Summary
On two occasions in the past week, Neon customers in AWS/us-east-1 were unable to create or start inactive databases, for a total period of 5.5 hours. Customers with running databases were unaffected.
The root cause related to our ability to assign IP addresses to new database instances. We have taken preventative measures with our IP allocation, subnet size and VPC configuration to avoid re-occurrence. We have also redirected some load from this region to others. We have a longer-term plan to replace our current Kubernetes architecture, which is in progress.
We are continuing to work on action items following these incidents and will post a further update with more details in the coming days.
Details
On Friday May 16, 2025, starting 14:13 UTC our AWS us-east-1 cluster experienced a significant outage that prevented customers from creating or waking up databases. We were able to mitigate the incident within 2 hours and returned the cluster to full working health in approx. 3.5 hours, with many customers observing recovery, starting 16:50 UTC.
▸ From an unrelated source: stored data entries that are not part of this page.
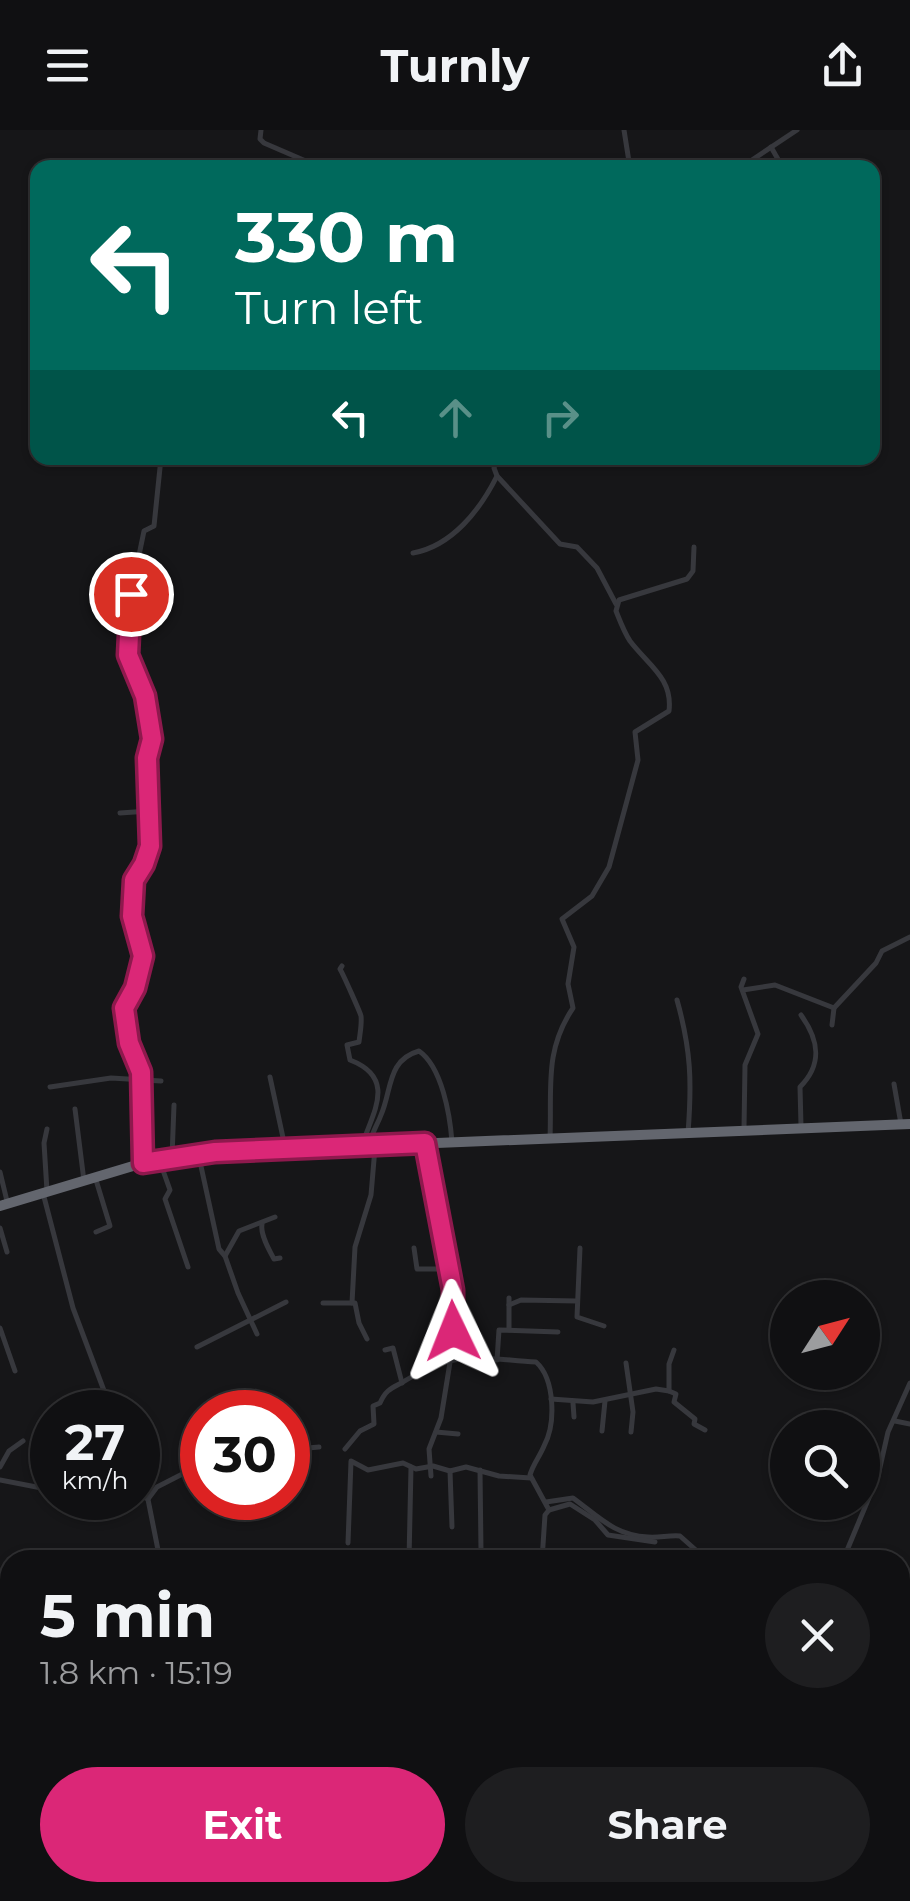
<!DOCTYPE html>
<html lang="en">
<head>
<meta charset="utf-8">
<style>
  :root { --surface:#101012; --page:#1e1e20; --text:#f1f3f6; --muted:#9c9d9f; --line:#303032; --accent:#db2777 }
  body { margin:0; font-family:Montserrat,sans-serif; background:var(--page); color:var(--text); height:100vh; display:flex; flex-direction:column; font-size:38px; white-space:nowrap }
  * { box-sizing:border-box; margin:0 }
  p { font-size:32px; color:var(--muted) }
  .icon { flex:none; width:55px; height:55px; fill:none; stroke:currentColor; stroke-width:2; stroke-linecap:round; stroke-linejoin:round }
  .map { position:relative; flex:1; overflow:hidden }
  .sheet { position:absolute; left:0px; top:1420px; width:910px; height:352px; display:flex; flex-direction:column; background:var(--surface); border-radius:30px 30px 0 0; box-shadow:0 2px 8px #0004,0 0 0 2px var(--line) }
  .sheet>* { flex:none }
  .banner { position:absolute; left:30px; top:30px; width:850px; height:305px; border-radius:20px; box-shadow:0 2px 8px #0004,0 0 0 2px var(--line); background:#00695c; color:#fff; overflow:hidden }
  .needle { width:65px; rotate:54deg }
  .buttons { position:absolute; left:770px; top:1150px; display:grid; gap:20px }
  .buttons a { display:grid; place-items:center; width:110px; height:110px; border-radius:50%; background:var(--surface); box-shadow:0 2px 8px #0004,0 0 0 2px var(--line); font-size:50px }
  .speed { position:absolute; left:30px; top:1260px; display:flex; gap:20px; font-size:50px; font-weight:700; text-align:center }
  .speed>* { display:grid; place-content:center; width:130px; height:130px; border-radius:50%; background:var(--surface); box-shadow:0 2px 8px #0004,0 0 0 2px var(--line); line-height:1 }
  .speed small { font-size:25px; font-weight:400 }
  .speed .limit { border:15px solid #d22; background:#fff; color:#111 }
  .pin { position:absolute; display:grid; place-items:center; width:85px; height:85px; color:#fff; margin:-42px; border:5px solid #fff; border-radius:50%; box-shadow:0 2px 10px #0007 }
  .me { position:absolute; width:110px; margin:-55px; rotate:358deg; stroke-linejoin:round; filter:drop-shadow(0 0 8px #0008) }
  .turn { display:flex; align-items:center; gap:35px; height:210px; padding:0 40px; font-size:45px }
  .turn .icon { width:130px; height:130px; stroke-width:2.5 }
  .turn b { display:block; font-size:70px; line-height:85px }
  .lanes { display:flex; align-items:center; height:95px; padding:0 40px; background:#0003; justify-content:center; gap:50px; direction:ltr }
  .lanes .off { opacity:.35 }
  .round { display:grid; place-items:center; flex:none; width:105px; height:105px; border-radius:52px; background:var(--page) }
  .head { display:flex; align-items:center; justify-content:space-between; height:170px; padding:0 40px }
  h1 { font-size:60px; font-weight:700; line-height:75px }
  .cta { display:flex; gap:20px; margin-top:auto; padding:20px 40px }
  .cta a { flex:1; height:115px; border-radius:60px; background:var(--accent); color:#fff; font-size:40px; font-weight:700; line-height:115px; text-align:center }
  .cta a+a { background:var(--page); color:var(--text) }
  header { display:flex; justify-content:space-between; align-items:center; height:130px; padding:0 40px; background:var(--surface); font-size:45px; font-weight:700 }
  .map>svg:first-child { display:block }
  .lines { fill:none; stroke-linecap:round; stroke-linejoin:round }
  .minor { stroke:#37383d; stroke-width:5 }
  .highway { stroke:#63666e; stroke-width:10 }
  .route-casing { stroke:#8e194d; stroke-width:25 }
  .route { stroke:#db2777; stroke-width:18 }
</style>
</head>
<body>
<header><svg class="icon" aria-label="menu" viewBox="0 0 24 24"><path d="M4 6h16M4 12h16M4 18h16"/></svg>Turnly<svg class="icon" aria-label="share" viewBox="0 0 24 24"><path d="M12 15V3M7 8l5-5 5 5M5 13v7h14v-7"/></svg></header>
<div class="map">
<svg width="910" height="1771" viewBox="0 0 910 1771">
  <rect width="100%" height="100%" fill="#161618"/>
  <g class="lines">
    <g class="minor">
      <path d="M261,0l-1,9 4,4 58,25"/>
      <path d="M624,0l6,38"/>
      <path d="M771,17l12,21"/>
      <path d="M740,38l57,-38"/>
      <path d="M497,346l63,68 17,3 20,21 19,36"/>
      <path d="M413,423c39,-7 67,-43 84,-77l-3,-8 3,-10"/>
      <path d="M120,683l29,-2"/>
      <path d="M342,836l-2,3c3,5 20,43 21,47 1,8 -1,17 -2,26l-12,3 3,15c47,18 23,52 12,85"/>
      <path d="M744,849l-3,8 17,47 -13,31 -1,63"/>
      <path d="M743,860l32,-5 59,23 42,-45 6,-12 28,-14"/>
      <path d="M677,870c14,50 15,82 11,133"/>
      <path d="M801,885c18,25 22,49 -1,72l1,39"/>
      <path d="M832,895l2,-17"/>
      <path d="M270,947l15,70"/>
      <path d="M894,954l7,40"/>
      <path d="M50,957l61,-9 50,3"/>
      <path d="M75,979l9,72"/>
      <path d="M47,999l-3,14 3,48"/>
      <path d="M550,1008c2,-50 -6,-87 23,-130l-5,-24 6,-37 -12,-28 30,-23 17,-29 29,-107 -3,-28 34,-21c4,-33 -21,-46 -39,-70 -6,-9 -10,-20 -14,-30l3,-11 68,-21 6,-8 1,-24"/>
      <path d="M370,1015c1,-12 7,-19 11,-30 11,-25 6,-55 38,-64 23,16 31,64 33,91"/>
      <path d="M426,1016l27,156 -1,48 -11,68 -12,31 2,27"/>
      <path d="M172,1027l2,-52"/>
      <path d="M199,1027l20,92 6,7 13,37 19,41"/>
      <path d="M143,1032l-2,-90 -12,-29 -5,-35 14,-28 5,-24 -11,-40 2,-36 11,-16 5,-17 -3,-89 4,-19 -6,-43 -17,-41 3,-61 13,-63 10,-5 7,-68"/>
      <path d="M160,1032l10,28 -5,9 23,68"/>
      <path d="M0,1042l7,29"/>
      <path d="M43,1063l30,115 39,104"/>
      <path d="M262,1094c-2,10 7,26 12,35l6,-1"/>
      <path d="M0,1098l7,24"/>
      <path d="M96,1102l14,-6 -14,-46"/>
      <path d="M414,1118l3,21h32"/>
      <path d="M580,1118l-3,69 27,9"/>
      <path d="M225,1126l14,-25 36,-14"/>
      <path d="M509,1168v32"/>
      <path d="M323,1173h29"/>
      <path d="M509,1175l12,-5 56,1"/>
      <path d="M0,1198l15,43"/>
      <path d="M367,1209l-8,-16 -4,-20h-3l3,-56 16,-52 4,-47"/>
      <path d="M197,1217l89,-45"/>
      <path d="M385,1220l8,-2 9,35"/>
      <path d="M674,1220l-5,14v27l7,3 -2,8 21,17 -1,5 11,6"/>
      <path d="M497,1230l2,-30 59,2"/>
      <path d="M626,1233l7,49 -2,20"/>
      <path d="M551,1269l42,3 63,-13 13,2"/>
      <path d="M573,1273l1,14"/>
      <path d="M895,1291l15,3"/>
      <path d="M288,1298l20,20 11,-1"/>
      <path d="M602,1301l3,-30"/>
      <path d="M436,1302l22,2"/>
      <path d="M138,1319l22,111"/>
      <path d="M345,1319l15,-18 14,-7 -1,-18 7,-3c7,-16 14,-15 28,-24 47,-30 76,-20 128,-17 19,17 20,62 8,84 -4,10 -11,18 -14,29l19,35"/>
      <path d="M0,1337l9,-16 14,-10"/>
      <path d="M450,1341l2,56"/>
      <path d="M0,1350l52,10"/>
      <path d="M138,1365l10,4 9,-12 45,-23"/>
      <path d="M546,1372l27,-4c26,19 41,37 75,39 11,1 21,-2 32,-1l27,24"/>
      <path d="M549,1380l21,-6 25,16 13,15 47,7"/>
      <path d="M348,1413l3,-82 17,9 35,-7 13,6 17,-3 17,5 16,-4 33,9 32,2"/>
      <path d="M816,1424l28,1"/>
      <path d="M409,1430l2,-93"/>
      <path d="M474,1430v-8l7,-1 -1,-81"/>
      <path d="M542,1430l3,-45 4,-5"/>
      <path d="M843,1430l35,-84 10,-44 22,-49"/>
      <path d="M272,1762l2,9"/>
      <path d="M396,1762l6,9"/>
      <path d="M841,1762l1,9"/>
      <path d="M536,1771l1,-9"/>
    </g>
    <path class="highway" d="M0,1076l143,-43 72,-11 695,-28"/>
  </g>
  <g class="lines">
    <defs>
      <path id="route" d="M131,464l-3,61 17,41 7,43 -5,19 3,88 -6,18 -10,16 -2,36 11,40 -8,32 -11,20 5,35 12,29 2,91 72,-11 210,-9 28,147v41"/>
    </defs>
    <use href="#route" class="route-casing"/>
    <use href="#route" class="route"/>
  </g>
</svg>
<div class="buttons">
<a><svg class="needle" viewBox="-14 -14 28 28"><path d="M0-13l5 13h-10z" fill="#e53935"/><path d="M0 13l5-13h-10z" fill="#9c9d9f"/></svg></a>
<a><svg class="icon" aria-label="search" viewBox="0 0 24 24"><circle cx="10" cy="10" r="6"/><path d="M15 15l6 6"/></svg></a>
</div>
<div class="speed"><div>27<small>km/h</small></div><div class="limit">30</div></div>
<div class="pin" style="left:131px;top:464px;background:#d93025"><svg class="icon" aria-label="arrive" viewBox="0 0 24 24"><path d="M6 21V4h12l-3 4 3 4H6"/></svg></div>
<svg class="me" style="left:453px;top:1201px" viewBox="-20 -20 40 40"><path d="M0-17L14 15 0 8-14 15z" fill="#db2777" stroke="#fff" stroke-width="4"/></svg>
<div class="banner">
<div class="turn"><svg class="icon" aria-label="left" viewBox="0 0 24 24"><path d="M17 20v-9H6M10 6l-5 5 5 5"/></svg><div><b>330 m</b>Turn left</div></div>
<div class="lanes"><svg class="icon" aria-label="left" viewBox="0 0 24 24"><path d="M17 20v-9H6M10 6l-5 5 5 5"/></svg><svg class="icon off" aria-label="ahead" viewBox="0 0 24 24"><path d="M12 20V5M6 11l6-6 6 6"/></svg><svg class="icon off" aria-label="right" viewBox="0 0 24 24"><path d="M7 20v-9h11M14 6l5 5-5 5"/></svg></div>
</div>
<section class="sheet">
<div class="head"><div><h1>5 min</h1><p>1.8 km · 15:19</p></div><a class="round"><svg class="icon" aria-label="close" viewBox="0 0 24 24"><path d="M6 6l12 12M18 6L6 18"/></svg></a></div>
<div class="cta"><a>Exit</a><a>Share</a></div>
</section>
</div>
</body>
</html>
On Monday May 19, 2025 at 13:17 UTC we made further attempts to effect a long-term improvement and unfortunately experienced a regression of the same incident, which was mitigated by 15:30 UTC and fully resolved by 17:10 UTC. We continued to monitor the cluster for a few hours to avoid wrongly calling incident resolution.
On Friday,
- A change in the query plan for an expensive query in our control plane service’s backing database caused it to overload, increasing query execution times by 1-2 orders of magnitude (10x-100x)
- As a result, our control plane was unable to suspend inactive databases (a usual rate is ~10/second); this led to a very high number of running pods in this cluster (~8000), more than its planned capacity (6000). We test our clusters up to 10,000 pods, but not with the same level of dynamism that we experienced in production today.
- Having that many active pods exhausted all available IP addresses in 2 of the 3 subnets in that region, which prevented starting new databases.
- After reconfiguring AWS CNI with WARM_IP_TARGET=1, some IPs were released and more databases were started, until we reached another ceiling of ~10k pods.
- In parallel, we upscaled our control plane database, allowing it to successfully process database suspensions and release previously in use but no longer needed IPs.
- We also enabled rate limiting at the Neon Proxy layer to protect our control plane from experiencing thundering herd symptoms while it was restarting. This resulted in some customers noticing a Rate Limit Exceeded error when trying to connect to their databases.
- IP allocation continued to fail, so we then set WARM_IP_TARGET and WARM_ENI_TARGET to ‘0’, after which IP allocation improved.
- This enabled new databases to start and for normal operations to resume.
- Finally, we then disabled rate limiting in our Proxy layer.
On Monday,
- During the Friday incident, we made several AWS CNI configuration changes. As part of our post-incident process, we reverted these changes to our standard cluster configuration.
- Unexpectedly, restoring WARM_IP_TARGET to ‘1’ triggered a new outage; we were once again unable to allocate IP addresses, even though sufficient free IPs were available in each of our subnets.
- We immediately reverted the change, but there was an extended period before IP allocation began to function correctly again. We are continuing to investigate this phase. Our kubernetes clusters are highly customised, and we are continuing to work on reproducing this behaviour in our test environments.
- To mitigate IP allocation errors, we doubled the size of our prewarmed compute (database) pools.
- This eliminated the impact experienced by our customers; several hours later, the IP allocation error rate returned to near-zero on its own.
Note: During this incident, there was a period in which IPs were available in our subnets, but only a small number were successfully assigned to pods. We are currently investigating the root cause of this issue and working with AWS Support. We will update this article when the investigation concludes.
Our Production Readiness checklist recommends that customers with production databases disable scale-to-zero, so these customers were unaffected.
However, many of our customers rely on this mechanism to reduce costs for their development branches. These customers experienced significant outages, for which we apologize. We are taking active steps to prevent this from happening again.
As part of our post-Incident work, we’ve reviewed the code of the aws-cni plugin and are doubling the size of our VPC subnets in us-east-1. This will provide significant additional headroom and will prevent future IP allocation errors.
We have, for some time, been aware of the potential for scaling-related issues due to the increase in customer databases across all of our regions. For the past few months, we’ve been working on significant architectural changes to our Kubernetes architecture. This project is called Cells, and we intend to write posts about it as it is delivered. We are testing the Cells architecture in our pre-production, but it is not yet ready for customers. We intend to publish a deep-dive about it soon!
Closing
We will continue to work on post-Incident action items, and are going deeper in understanding the root causes of these outages. We intend to update this post with more detail in the coming days. Thank you for your patience and trust.